** Records provided **
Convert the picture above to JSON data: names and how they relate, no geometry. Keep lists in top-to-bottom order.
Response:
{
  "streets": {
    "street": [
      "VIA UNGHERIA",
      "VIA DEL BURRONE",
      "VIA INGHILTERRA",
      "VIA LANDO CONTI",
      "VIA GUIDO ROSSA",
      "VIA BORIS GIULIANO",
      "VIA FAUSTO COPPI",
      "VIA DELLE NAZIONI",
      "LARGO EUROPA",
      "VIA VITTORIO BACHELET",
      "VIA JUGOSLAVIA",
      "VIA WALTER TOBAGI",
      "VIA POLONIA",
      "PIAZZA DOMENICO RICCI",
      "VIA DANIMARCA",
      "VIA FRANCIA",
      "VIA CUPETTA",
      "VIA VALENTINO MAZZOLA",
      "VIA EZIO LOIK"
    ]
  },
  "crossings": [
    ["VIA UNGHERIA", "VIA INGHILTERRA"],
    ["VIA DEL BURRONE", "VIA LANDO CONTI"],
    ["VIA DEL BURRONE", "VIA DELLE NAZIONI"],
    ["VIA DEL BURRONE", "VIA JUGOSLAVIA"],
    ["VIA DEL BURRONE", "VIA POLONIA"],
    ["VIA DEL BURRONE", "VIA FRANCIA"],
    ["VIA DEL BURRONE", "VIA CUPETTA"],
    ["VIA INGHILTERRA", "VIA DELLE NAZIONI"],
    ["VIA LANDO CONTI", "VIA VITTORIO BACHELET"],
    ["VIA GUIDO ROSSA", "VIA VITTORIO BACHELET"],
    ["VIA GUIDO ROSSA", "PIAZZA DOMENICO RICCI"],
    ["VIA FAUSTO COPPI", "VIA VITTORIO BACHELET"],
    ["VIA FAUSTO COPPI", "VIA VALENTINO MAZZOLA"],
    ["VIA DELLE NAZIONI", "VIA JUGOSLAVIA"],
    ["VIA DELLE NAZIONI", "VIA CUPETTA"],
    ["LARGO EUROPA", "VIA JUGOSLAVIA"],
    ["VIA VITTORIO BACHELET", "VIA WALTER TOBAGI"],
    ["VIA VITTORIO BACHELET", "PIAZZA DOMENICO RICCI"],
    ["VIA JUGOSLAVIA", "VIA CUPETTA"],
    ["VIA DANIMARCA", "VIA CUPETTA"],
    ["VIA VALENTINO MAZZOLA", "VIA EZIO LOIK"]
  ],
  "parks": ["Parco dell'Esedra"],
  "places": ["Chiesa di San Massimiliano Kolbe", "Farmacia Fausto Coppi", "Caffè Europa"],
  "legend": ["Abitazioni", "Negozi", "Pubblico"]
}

** What you will do **
The full listing above needs to be given again exactly.

** Solution to the exercise **
Convert the picture above to JSON data: names and how they relate, no geometry. Keep lists in top-to-bottom order.
Response:
{
  "streets": {
    "street": [
      "VIA UNGHERIA",
      "VIA DEL BURRONE",
      "VIA INGHILTERRA",
      "VIA LANDO CONTI",
      "VIA GUIDO ROSSA",
      "VIA BORIS GIULIANO",
      "VIA FAUSTO COPPI",
      "VIA DELLE NAZIONI",
      "LARGO EUROPA",
      "VIA VITTORIO BACHELET",
      "VIA JUGOSLAVIA",
      "VIA WALTER TOBAGI",
      "VIA POLONIA",
      "PIAZZA DOMENICO RICCI",
      "VIA DANIMARCA",
      "VIA FRANCIA",
      "VIA CUPETTA",
      "VIA VALENTINO MAZZOLA",
      "VIA EZIO LOIK"
    ]
  },
  "crossings": [
    ["VIA UNGHERIA", "VIA INGHILTERRA"],
    ["VIA DEL BURRONE", "VIA LANDO CONTI"],
    ["VIA DEL BURRONE", "VIA DELLE NAZIONI"],
    ["VIA DEL BURRONE", "VIA JUGOSLAVIA"],
    ["VIA DEL BURRONE", "VIA POLONIA"],
    ["VIA DEL BURRONE", "VIA FRANCIA"],
    ["VIA DEL BURRONE", "VIA CUPETTA"],
    ["VIA INGHILTERRA", "VIA DELLE NAZIONI"],
    ["VIA LANDO CONTI", "VIA VITTORIO BACHELET"],
    ["VIA GUIDO ROSSA", "VIA VITTORIO BACHELET"],
    ["VIA GUIDO ROSSA", "PIAZZA DOMENICO RICCI"],
    ["VIA FAUSTO COPPI", "VIA VITTORIO BACHELET"],
    ["VIA FAUSTO COPPI", "VIA VALENTINO MAZZOLA"],
    ["VIA DELLE NAZIONI", "VIA JUGOSLAVIA"],
    ["VIA DELLE NAZIONI", "VIA CUPETTA"],
    ["LARGO EUROPA", "VIA JUGOSLAVIA"],
    ["VIA VITTORIO BACHELET", "VIA WALTER TOBAGI"],
    ["VIA VITTORIO BACHELET", "PIAZZA DOMENICO RICCI"],
    ["VIA JUGOSLAVIA", "VIA CUPETTA"],
    ["VIA DANIMARCA", "VIA CUPETTA"],
    ["VIA VALENTINO MAZZOLA", "VIA EZIO LOIK"]
  ],
  "parks": ["Parco dell'Esedra"],
  "places": ["Chiesa di San Massimiliano Kolbe", "Farmacia Fausto Coppi", "Caffè Europa"],
  "legend": ["Abitazioni", "Negozi", "Pubblico"]
}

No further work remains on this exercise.